(Material shown):
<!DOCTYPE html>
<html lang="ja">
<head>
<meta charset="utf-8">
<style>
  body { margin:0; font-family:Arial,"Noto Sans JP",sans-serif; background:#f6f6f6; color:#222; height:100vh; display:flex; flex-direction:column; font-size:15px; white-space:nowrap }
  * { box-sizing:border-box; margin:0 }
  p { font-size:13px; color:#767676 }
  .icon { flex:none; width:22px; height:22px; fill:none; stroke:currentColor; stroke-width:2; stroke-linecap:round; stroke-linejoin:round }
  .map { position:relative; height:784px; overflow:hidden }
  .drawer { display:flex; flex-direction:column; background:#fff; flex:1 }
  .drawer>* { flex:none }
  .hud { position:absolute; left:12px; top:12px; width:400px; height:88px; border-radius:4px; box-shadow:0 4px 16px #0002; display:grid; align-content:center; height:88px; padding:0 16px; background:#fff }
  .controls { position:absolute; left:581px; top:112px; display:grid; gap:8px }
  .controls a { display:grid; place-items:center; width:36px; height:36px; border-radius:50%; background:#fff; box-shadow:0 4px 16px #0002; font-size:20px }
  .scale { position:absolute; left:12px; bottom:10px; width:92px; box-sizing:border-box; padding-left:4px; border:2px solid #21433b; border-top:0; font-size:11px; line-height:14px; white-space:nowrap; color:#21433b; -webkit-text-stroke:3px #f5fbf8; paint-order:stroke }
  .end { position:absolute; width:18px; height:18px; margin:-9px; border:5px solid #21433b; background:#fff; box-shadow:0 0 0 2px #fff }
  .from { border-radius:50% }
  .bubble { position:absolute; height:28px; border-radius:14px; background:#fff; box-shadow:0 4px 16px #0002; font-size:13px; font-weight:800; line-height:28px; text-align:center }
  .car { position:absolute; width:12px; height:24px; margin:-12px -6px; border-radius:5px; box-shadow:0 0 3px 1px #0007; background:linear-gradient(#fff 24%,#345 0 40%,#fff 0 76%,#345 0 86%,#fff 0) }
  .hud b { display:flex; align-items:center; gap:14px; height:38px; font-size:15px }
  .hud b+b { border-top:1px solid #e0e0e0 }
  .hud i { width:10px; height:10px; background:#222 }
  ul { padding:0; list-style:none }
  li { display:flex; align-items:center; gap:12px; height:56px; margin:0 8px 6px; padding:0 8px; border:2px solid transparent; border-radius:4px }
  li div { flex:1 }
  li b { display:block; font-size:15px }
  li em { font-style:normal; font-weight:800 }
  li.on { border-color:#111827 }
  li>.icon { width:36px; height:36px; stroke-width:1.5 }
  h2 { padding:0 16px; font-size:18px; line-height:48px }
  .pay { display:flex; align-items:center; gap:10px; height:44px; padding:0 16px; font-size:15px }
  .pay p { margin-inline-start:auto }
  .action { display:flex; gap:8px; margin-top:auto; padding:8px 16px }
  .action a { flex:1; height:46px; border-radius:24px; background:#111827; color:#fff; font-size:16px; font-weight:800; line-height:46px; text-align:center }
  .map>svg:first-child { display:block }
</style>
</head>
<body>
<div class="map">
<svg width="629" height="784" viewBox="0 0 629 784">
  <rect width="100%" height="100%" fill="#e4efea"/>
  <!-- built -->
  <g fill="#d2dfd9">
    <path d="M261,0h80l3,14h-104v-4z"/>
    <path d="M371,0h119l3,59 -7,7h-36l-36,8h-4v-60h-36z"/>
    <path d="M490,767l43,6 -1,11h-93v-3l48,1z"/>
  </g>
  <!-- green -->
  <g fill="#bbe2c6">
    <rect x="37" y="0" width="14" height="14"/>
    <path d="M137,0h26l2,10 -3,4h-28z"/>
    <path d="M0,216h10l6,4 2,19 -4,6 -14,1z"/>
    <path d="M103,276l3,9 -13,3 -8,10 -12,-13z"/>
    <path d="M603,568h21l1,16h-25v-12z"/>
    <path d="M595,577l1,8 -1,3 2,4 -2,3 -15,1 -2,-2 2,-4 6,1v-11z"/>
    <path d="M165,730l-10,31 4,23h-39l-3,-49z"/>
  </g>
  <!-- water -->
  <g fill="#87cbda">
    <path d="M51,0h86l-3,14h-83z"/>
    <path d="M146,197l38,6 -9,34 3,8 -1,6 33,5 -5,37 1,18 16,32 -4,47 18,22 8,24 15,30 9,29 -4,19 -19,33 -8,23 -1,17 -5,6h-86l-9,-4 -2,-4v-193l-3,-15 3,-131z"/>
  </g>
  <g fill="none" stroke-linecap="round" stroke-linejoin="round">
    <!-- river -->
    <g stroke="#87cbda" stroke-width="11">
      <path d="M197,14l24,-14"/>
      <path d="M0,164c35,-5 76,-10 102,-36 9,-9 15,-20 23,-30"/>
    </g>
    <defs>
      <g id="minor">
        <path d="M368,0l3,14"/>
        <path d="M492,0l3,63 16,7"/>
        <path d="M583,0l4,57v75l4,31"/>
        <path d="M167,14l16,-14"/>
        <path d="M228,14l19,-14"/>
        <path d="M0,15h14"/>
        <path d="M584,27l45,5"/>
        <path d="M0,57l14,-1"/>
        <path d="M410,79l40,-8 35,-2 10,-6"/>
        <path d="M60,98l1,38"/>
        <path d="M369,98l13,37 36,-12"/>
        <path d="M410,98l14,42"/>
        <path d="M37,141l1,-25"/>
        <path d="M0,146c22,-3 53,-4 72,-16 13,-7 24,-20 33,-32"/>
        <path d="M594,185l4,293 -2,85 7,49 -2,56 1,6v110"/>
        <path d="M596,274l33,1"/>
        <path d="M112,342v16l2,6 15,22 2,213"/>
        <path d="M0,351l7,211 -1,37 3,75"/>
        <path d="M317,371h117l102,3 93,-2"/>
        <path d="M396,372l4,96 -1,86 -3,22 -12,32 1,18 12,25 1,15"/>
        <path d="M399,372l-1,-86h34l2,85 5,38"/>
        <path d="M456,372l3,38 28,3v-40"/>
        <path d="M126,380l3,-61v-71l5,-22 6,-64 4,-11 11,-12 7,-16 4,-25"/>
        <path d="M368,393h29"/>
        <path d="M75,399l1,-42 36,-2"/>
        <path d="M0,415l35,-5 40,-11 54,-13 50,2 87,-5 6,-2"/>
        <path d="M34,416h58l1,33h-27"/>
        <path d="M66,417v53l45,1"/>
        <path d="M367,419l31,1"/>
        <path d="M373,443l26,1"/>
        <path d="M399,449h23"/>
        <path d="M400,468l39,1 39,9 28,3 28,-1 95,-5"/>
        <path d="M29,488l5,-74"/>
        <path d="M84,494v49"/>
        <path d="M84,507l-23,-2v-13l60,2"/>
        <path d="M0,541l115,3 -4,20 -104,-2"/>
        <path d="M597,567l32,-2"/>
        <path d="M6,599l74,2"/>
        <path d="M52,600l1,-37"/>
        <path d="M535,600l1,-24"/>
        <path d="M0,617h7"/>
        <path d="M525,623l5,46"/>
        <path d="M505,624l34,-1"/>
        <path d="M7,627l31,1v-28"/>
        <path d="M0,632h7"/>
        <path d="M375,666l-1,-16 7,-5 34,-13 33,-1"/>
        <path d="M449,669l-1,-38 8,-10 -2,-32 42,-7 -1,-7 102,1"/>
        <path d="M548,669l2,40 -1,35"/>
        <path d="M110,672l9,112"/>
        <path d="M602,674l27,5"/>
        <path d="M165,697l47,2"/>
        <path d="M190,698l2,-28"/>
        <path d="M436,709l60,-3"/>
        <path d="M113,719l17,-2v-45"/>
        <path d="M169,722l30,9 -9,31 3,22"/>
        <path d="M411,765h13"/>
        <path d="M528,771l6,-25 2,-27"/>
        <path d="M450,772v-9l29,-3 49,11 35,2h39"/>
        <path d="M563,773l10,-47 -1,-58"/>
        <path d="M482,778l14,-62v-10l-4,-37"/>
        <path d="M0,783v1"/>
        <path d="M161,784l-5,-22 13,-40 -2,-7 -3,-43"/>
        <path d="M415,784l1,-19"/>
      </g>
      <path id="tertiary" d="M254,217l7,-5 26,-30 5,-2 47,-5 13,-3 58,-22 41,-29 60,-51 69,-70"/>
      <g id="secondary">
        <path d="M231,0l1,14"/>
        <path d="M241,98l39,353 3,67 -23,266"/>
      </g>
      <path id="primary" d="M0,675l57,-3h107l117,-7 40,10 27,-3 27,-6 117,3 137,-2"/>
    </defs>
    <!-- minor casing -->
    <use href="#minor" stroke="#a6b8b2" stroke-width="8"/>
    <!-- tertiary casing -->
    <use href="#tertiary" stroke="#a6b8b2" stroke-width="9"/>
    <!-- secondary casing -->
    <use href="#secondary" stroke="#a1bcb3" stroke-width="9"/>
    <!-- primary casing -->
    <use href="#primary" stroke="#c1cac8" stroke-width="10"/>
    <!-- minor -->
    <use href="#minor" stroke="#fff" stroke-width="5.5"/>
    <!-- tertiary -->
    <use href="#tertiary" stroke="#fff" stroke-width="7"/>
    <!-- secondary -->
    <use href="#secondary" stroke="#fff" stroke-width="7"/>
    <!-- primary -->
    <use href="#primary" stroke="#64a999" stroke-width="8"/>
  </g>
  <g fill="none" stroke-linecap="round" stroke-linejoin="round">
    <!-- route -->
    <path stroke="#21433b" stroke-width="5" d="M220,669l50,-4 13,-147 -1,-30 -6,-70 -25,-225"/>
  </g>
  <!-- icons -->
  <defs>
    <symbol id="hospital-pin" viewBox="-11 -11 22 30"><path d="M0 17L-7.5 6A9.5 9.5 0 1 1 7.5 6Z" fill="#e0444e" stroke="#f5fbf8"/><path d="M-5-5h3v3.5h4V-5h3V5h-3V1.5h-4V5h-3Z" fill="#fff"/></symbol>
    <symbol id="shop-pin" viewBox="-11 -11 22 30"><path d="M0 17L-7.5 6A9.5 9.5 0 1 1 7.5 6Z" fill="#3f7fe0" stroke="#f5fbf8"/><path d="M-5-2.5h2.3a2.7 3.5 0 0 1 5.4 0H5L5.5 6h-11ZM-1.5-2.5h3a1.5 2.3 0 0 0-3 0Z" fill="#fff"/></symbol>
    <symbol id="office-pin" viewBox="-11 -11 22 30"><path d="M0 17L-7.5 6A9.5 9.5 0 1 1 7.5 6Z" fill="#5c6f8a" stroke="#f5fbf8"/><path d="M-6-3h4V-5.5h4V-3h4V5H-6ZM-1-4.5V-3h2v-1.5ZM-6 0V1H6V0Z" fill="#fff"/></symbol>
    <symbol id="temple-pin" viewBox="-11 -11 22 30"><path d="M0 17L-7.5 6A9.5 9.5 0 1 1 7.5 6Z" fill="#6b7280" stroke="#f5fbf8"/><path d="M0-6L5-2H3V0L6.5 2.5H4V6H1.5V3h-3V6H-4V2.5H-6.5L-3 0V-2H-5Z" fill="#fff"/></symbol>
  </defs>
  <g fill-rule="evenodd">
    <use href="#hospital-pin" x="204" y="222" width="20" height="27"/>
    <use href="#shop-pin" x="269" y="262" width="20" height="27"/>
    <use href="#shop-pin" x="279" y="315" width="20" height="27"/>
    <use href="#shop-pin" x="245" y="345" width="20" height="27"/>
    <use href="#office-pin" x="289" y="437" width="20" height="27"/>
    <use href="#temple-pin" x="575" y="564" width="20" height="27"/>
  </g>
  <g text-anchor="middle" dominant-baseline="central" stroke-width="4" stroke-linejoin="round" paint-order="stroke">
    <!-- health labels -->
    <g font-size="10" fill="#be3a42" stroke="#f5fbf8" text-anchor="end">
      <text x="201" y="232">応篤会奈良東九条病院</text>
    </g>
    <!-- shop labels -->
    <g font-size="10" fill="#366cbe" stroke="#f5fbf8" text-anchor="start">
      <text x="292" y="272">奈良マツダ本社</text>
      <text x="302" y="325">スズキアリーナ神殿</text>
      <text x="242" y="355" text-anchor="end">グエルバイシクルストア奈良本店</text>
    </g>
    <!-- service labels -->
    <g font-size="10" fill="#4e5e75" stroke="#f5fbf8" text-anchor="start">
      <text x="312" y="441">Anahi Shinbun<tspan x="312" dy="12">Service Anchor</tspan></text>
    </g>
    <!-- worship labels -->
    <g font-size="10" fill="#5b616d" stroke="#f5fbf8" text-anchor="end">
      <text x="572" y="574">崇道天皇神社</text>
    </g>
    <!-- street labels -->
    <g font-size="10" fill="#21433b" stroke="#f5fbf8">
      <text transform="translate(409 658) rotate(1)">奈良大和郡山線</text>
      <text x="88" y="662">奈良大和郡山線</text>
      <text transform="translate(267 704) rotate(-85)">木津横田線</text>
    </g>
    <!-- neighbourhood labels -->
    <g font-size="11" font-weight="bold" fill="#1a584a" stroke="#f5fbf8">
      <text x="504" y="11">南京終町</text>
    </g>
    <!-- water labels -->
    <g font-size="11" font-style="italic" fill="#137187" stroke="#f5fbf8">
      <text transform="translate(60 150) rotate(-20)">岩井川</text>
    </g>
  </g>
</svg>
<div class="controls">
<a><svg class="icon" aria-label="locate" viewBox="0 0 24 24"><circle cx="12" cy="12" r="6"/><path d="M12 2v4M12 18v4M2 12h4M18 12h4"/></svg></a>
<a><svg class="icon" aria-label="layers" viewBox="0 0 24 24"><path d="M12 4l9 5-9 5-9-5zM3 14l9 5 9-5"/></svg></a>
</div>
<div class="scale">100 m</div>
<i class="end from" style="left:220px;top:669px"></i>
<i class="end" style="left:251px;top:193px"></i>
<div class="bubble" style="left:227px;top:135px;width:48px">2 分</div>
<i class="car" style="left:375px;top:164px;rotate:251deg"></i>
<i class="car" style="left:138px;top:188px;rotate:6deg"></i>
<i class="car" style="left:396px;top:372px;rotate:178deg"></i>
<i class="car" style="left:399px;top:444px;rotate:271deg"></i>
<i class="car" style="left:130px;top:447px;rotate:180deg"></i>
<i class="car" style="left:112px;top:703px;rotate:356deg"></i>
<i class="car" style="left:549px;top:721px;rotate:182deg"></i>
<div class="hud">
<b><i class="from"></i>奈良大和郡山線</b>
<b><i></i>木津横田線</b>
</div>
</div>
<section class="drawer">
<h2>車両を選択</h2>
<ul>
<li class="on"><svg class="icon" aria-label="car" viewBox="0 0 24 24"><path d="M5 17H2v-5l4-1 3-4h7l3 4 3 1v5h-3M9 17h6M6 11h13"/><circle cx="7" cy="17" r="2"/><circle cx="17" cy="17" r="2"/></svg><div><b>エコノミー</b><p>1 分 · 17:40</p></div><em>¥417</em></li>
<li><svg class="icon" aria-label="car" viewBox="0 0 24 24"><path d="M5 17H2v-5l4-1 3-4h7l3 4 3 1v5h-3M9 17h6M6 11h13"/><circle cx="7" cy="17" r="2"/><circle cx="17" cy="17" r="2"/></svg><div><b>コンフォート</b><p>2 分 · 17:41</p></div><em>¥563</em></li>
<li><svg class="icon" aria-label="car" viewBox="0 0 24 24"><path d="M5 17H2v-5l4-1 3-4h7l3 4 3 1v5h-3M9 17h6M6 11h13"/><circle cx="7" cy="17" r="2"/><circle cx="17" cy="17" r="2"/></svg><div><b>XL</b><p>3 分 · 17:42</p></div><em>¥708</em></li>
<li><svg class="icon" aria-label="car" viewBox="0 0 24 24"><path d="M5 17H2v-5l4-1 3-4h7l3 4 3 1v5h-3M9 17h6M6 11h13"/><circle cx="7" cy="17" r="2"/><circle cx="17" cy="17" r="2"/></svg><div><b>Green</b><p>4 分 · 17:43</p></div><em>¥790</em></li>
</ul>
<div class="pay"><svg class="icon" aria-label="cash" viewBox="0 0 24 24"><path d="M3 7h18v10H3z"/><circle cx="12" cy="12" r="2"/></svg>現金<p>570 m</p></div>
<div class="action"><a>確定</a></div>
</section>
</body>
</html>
==
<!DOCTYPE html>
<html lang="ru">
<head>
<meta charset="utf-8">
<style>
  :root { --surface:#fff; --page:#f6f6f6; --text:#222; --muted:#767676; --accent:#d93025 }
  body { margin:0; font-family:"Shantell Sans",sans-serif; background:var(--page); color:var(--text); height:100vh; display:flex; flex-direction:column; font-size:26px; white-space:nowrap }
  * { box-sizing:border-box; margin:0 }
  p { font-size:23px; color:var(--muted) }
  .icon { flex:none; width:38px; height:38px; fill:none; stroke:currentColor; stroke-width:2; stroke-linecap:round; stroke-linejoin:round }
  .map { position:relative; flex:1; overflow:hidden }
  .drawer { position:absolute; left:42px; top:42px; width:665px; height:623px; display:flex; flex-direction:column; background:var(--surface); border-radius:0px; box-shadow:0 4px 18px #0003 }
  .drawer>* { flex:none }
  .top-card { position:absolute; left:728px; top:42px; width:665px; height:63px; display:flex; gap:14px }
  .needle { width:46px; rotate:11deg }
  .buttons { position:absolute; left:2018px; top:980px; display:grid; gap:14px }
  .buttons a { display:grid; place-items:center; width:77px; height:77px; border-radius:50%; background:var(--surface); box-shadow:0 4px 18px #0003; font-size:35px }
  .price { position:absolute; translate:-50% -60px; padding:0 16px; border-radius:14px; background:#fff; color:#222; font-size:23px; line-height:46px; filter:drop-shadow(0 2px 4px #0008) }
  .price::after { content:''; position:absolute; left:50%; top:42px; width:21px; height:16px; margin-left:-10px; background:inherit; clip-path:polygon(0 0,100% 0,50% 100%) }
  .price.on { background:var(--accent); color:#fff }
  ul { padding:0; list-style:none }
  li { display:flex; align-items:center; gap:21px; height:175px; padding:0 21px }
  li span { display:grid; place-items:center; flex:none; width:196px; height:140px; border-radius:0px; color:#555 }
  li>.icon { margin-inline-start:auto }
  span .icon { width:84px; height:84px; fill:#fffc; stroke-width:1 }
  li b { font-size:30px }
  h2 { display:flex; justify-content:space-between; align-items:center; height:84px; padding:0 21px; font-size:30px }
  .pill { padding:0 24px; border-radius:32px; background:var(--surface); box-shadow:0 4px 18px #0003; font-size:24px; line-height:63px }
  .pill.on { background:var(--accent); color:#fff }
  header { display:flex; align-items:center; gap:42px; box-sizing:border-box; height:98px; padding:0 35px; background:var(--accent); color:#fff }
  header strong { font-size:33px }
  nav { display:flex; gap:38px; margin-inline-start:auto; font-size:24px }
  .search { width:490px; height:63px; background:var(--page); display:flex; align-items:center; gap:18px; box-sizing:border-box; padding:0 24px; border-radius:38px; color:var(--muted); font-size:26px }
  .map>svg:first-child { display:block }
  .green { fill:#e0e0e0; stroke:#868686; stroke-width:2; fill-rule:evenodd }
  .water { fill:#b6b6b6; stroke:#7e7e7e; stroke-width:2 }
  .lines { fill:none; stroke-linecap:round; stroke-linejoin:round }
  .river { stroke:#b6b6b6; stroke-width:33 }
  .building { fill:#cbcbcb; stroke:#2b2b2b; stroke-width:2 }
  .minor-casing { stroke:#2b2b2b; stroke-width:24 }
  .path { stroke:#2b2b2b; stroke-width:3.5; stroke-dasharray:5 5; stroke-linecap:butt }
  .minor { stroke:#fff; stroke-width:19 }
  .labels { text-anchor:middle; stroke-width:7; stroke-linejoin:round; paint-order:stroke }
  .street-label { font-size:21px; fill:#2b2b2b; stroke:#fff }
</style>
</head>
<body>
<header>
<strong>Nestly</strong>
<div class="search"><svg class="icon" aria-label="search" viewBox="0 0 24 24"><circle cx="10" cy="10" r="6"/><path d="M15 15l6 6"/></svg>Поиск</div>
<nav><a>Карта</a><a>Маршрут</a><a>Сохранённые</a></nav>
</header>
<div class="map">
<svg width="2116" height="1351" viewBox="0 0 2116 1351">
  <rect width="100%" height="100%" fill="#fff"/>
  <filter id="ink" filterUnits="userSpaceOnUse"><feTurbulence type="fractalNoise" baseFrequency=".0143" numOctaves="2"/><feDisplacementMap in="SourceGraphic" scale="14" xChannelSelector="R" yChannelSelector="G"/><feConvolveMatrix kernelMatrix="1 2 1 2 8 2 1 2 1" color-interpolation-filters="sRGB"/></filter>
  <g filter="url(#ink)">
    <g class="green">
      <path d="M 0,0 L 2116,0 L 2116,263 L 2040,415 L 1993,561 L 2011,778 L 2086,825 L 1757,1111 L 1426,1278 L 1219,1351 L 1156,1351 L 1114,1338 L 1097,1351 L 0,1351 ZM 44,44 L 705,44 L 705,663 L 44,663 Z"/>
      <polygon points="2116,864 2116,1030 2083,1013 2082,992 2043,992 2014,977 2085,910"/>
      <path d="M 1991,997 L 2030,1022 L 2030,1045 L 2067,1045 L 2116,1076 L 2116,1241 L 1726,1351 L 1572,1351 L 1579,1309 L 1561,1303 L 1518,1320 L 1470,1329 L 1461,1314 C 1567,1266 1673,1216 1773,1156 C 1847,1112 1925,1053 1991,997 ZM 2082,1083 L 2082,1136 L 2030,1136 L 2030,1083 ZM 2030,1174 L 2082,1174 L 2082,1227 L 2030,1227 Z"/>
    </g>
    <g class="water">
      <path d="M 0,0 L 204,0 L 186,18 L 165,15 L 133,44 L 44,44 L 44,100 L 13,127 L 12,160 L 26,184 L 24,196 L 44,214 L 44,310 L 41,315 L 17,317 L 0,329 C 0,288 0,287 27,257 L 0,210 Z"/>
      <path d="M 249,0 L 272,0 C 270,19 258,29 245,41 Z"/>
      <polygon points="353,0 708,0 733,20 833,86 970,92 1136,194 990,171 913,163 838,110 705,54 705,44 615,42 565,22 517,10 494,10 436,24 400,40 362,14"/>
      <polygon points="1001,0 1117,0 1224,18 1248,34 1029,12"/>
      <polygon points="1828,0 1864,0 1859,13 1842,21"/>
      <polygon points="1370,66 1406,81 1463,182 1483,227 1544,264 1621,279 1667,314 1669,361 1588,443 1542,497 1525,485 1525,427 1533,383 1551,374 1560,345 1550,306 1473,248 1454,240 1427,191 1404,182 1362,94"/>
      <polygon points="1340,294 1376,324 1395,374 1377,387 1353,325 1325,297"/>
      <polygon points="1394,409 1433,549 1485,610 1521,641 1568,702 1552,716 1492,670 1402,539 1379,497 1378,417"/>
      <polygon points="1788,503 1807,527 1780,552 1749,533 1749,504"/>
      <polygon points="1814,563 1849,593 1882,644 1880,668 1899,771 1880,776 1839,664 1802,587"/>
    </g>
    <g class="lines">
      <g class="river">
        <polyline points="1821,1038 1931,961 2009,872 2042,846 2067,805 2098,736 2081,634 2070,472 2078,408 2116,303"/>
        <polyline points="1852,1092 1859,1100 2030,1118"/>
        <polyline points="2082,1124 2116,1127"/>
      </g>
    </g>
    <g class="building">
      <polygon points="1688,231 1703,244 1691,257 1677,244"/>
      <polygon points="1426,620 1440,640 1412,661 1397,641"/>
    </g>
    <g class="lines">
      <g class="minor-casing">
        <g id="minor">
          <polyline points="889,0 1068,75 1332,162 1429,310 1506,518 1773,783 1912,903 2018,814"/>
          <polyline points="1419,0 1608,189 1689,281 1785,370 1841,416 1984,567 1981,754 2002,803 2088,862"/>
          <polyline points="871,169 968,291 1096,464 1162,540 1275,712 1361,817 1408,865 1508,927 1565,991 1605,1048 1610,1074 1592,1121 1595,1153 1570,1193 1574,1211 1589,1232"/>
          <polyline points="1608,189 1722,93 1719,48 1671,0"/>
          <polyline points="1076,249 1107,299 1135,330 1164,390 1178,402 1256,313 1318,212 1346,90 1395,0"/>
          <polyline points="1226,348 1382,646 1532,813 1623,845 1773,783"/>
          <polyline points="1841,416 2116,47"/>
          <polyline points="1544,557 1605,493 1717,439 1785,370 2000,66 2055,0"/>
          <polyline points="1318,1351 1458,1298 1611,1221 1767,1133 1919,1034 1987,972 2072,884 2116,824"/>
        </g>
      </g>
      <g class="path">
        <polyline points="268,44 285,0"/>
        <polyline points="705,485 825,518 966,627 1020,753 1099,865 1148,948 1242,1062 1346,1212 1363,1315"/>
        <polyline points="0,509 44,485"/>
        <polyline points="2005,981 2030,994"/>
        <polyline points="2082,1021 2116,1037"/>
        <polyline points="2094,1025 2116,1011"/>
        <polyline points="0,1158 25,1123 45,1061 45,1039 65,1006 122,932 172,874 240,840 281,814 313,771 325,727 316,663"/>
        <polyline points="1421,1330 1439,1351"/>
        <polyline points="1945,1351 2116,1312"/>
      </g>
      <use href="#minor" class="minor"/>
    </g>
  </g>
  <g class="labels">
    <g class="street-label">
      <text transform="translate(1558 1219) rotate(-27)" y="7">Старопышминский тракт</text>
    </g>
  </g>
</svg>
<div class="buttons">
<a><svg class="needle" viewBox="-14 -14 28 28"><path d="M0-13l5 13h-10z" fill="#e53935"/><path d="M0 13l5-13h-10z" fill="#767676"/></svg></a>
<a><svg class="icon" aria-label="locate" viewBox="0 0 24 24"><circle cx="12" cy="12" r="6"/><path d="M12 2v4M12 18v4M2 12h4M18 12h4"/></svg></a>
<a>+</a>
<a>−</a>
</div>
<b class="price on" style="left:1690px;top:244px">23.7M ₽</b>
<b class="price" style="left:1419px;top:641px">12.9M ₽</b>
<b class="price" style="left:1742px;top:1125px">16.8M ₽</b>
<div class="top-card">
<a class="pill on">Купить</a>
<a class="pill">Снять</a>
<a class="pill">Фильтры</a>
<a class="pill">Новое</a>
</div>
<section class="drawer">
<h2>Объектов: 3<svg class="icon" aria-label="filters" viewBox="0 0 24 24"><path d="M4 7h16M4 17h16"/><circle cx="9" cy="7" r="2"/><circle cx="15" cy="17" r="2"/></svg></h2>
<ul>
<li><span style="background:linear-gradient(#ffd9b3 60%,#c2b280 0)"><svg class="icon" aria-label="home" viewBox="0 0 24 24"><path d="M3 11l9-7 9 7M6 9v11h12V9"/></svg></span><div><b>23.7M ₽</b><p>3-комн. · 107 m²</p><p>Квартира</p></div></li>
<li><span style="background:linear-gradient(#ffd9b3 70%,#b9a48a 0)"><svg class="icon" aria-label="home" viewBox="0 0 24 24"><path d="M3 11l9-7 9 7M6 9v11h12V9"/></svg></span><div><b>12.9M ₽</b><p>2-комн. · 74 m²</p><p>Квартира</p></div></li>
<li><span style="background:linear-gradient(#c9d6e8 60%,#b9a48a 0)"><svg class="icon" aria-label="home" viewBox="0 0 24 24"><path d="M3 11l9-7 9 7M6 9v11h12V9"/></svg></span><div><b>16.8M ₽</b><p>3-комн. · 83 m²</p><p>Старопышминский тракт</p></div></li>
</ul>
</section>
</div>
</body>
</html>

(Exercise aim): Scan the entries above for the string "filters", and copy every line where it turns up.

(Reply to the task):
  <filter id="ink" filterUnits="userSpaceOnUse"><feTurbulence type="fractalNoise" baseFrequency=".0143" numOctaves="2"/><feDisplacementMap in="SourceGraphic" scale="14" xChannelSelector="R" yChannelSelector="G"/><feConvolveMatrix kernelMatrix="1 2 1 2 8 2 1 2 1" color-interpolation-filters="sRGB"/></filter>
<h2>Объектов: 3<svg class="icon" aria-label="filters" viewBox="0 0 24 24"><path d="M4 7h16M4 17h16"/><circle cx="9" cy="7" r="2"/><circle cx="15" cy="17" r="2"/></svg></h2>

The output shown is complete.